Even with the clear visualization of the toll social media and technology takes on the mental health of individuals, Mering does not take on an entirely pessimistic view of the modern age. In the third verse she sings, “Mercy is the only / Cure for being so lonely / Has a time ever been more revealing / That the people are hurting? / Oh, it’s not just me / I guess it’s everybody / Yes, we all bleed the same way.” Mering recognizes that people are not as alone as they think.
Mering continues to show how opposite things clash but also cooperate in “The Worst is Done.” She describes the need for relief and hope after the lifting of COVID-19 restrictions: “But they say the worst is done / And it’s time to go out and see everyone / They say the worst is done / But I think it’s only just begun / I hear it from everyone / We’re all so cracked after that.” She shows that there is a discrepancy between what everyone is saying about the end of lockdown and what has actually occurred. An era of normalcy was promised, but it has not returned. Instead, Mering notes, we’ve all seemed to “lean into hyper-isolation” despite our collective desire for human connection after years of forced solitude.
This lyrical preoccupation with contradiction is supported by the instrumentation of the album as well. The traditional sound of classical strings are featured in multiple tracks, such as “And in the Darkness” which is a 13-second instrumental interlude consisting of just two violins and a cello. But, Mering also draws upon her past work in the underground noise music scene to sculpt futuristic soundscapes. For example, the last two and a half minutes of “God Turn Me Into a Flower” feature her vocalizing on top of various noises like a reverberating bird whistle and a warm, electronic buzzing. She explores how the past both blends into and diverges from the present, creating a sonic narrative that enhances the meaning of her lyrics.

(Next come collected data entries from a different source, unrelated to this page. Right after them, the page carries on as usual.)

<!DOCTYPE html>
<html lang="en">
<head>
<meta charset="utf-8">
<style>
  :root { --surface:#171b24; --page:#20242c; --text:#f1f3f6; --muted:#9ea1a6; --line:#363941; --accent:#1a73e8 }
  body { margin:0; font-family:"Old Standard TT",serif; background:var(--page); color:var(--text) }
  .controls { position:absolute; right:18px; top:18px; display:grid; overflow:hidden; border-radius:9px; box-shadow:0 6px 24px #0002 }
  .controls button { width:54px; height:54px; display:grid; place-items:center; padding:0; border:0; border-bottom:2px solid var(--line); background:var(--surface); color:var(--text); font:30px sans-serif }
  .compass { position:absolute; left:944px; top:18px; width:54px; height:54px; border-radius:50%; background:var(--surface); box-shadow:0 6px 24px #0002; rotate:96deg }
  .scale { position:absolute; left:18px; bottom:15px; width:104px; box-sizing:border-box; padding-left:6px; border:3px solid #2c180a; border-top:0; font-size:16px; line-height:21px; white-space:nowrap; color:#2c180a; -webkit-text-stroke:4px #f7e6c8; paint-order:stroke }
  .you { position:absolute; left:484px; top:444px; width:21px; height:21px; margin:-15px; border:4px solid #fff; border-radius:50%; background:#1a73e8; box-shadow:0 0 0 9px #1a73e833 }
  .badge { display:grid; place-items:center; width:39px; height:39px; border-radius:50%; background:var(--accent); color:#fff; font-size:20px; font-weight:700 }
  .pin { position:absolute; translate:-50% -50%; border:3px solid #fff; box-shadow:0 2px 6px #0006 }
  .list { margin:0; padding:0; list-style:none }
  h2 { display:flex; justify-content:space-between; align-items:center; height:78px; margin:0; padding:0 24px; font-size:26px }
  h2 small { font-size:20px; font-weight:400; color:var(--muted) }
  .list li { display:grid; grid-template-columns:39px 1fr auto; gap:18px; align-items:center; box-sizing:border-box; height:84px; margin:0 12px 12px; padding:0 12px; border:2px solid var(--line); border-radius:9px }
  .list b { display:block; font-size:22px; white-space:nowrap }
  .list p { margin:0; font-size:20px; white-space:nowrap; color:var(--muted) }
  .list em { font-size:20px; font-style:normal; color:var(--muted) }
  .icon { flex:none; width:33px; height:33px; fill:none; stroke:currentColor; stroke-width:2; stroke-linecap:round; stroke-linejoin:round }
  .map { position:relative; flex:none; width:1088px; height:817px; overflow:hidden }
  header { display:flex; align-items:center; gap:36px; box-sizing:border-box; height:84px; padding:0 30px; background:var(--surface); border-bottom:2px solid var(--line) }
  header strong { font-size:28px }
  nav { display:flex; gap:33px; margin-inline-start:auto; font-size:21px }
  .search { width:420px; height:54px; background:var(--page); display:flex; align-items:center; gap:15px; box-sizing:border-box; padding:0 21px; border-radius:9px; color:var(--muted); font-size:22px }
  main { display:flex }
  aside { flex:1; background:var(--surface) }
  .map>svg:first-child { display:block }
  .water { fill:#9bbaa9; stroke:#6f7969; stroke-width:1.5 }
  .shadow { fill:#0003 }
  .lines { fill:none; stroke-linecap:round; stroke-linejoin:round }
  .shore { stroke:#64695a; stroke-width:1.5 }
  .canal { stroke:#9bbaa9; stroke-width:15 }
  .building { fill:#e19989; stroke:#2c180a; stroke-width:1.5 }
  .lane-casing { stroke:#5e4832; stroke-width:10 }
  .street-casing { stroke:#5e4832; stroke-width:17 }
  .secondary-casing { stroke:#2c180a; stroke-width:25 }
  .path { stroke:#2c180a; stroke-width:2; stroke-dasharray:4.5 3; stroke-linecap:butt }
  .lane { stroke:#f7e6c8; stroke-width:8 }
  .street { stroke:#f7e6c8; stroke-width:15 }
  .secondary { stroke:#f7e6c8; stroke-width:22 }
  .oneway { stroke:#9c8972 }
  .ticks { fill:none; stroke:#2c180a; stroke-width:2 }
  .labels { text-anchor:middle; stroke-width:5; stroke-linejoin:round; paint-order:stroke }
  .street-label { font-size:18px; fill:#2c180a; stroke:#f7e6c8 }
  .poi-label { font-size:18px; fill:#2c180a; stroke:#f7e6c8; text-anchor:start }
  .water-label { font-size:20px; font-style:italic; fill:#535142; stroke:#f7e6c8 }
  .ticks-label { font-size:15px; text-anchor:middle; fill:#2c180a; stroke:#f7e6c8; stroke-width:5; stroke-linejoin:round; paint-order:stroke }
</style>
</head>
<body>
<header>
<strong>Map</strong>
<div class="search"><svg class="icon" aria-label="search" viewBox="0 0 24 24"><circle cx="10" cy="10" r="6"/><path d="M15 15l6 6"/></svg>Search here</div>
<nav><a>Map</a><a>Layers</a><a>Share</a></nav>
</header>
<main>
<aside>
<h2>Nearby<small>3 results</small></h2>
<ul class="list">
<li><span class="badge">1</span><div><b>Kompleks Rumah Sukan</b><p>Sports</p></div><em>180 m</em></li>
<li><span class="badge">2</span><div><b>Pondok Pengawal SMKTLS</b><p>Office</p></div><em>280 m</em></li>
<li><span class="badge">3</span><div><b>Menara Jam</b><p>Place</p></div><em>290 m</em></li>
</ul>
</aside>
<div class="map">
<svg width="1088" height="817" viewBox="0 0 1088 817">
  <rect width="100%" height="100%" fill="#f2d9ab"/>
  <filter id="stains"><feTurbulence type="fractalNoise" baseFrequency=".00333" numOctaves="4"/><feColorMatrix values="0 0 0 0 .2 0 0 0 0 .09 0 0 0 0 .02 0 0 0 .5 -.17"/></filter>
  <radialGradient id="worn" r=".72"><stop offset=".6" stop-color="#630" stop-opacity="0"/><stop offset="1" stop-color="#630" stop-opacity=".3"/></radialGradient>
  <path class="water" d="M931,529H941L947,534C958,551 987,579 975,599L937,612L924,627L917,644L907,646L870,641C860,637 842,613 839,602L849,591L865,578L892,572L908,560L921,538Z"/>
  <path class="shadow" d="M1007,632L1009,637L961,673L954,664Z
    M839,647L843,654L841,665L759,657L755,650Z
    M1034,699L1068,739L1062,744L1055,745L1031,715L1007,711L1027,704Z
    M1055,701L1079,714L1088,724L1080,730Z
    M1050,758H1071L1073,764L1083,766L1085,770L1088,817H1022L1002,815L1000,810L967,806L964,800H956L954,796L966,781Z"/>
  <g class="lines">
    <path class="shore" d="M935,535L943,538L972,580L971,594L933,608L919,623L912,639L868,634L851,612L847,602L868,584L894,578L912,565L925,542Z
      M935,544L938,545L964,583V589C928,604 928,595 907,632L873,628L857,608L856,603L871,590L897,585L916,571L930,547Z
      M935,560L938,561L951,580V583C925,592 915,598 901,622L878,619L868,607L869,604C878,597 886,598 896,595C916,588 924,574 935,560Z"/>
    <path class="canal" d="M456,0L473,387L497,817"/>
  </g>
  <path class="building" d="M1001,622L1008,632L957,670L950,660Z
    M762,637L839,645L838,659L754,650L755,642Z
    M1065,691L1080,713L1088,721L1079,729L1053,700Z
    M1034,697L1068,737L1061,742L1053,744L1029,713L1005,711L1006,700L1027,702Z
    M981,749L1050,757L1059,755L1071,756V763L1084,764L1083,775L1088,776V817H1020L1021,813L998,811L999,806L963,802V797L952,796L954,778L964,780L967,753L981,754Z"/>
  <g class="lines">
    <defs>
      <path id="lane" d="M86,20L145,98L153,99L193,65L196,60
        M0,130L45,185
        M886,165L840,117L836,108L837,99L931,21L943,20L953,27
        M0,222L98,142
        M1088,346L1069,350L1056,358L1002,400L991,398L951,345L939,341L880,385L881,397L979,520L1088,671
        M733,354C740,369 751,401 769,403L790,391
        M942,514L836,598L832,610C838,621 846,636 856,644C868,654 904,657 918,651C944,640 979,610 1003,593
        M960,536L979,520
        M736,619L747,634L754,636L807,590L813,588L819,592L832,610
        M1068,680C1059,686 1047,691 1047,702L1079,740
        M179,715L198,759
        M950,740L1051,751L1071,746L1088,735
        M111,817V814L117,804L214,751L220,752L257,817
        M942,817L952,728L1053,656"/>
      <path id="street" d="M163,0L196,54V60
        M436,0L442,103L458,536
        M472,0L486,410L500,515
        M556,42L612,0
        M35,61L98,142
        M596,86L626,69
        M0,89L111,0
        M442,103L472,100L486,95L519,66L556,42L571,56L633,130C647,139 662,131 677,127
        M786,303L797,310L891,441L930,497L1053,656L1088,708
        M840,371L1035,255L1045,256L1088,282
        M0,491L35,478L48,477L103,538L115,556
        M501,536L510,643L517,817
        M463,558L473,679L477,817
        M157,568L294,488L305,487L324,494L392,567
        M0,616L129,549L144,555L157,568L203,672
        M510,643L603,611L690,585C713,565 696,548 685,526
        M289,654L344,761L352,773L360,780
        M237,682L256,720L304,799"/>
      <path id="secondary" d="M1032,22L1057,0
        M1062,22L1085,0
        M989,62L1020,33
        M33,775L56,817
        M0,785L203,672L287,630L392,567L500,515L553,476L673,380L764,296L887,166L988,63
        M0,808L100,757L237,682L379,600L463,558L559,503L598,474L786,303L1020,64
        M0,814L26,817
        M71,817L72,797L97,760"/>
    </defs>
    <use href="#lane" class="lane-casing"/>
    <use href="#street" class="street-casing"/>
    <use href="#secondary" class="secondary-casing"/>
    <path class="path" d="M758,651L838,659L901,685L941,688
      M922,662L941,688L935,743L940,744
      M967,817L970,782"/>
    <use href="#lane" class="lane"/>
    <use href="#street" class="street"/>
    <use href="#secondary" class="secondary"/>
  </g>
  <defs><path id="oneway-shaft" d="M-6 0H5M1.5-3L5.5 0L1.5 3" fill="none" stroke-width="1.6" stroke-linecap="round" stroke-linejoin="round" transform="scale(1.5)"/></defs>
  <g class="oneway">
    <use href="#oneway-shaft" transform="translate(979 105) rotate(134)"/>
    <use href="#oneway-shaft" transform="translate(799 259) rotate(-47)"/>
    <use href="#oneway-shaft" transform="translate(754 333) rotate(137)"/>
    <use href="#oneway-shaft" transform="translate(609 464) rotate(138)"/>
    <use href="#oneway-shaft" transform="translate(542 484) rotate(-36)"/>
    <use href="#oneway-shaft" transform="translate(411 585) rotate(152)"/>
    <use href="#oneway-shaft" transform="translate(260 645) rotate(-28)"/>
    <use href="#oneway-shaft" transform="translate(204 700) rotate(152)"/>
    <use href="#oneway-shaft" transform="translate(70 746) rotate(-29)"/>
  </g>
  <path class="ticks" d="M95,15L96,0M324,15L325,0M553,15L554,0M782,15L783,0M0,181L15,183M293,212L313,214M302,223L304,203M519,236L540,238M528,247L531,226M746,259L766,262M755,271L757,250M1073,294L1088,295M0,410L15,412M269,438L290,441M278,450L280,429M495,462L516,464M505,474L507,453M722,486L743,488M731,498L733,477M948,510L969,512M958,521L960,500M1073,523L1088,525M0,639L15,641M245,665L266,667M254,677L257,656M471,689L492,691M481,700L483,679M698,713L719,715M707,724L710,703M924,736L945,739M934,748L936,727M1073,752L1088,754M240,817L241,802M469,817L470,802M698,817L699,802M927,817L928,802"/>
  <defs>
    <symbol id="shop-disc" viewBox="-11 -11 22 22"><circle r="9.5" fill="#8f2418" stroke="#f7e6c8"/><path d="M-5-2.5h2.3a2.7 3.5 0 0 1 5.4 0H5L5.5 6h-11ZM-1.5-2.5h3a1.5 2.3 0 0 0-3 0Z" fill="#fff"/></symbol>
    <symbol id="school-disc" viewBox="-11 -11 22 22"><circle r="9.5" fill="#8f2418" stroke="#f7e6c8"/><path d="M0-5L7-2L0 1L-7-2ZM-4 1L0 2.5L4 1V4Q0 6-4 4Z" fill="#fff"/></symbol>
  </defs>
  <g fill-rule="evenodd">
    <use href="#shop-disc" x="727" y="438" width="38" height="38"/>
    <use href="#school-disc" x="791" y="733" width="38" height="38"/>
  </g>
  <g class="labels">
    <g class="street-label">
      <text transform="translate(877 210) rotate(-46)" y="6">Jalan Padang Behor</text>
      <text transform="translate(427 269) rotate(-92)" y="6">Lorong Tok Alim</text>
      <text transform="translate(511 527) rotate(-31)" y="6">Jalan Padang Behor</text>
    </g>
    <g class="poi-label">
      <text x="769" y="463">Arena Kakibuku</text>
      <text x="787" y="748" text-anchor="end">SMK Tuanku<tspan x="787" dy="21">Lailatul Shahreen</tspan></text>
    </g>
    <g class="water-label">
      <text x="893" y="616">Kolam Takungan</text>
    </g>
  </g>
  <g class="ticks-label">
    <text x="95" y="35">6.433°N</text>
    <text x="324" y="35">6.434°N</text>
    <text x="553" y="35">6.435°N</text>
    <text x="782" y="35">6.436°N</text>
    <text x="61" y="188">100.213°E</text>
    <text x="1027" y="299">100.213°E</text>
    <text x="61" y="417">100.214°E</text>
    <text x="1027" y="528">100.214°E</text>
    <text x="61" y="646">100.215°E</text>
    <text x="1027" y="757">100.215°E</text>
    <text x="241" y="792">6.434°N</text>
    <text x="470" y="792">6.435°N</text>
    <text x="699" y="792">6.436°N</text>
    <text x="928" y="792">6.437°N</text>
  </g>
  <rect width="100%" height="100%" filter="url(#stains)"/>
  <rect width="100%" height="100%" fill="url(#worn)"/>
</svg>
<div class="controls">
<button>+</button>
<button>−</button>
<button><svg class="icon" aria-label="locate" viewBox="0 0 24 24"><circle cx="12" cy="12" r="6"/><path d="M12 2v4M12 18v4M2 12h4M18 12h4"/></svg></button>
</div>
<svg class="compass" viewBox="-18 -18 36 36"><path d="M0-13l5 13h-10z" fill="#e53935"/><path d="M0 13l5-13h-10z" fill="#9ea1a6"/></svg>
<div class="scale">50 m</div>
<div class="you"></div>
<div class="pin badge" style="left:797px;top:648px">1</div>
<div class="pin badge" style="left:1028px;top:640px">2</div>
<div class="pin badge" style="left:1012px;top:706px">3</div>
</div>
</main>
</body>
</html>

Everything about this album circles back to Mering’s fascination with the double-edged nature of things. Nothing is black and white — everything is made up of shades of gray. The final message that is delivered in this album is quite concrete. In the concluding track of “A Given Thing,” she warbles, “Oh, it flows out of you / It flows out of me, too / And I can’t tell where you end / Oh, and where I begin / Oh, it’s a given thing / Love everlasting.” Even in the midst of the chaos and loneliness of living, Mering highlights that love will always be a given.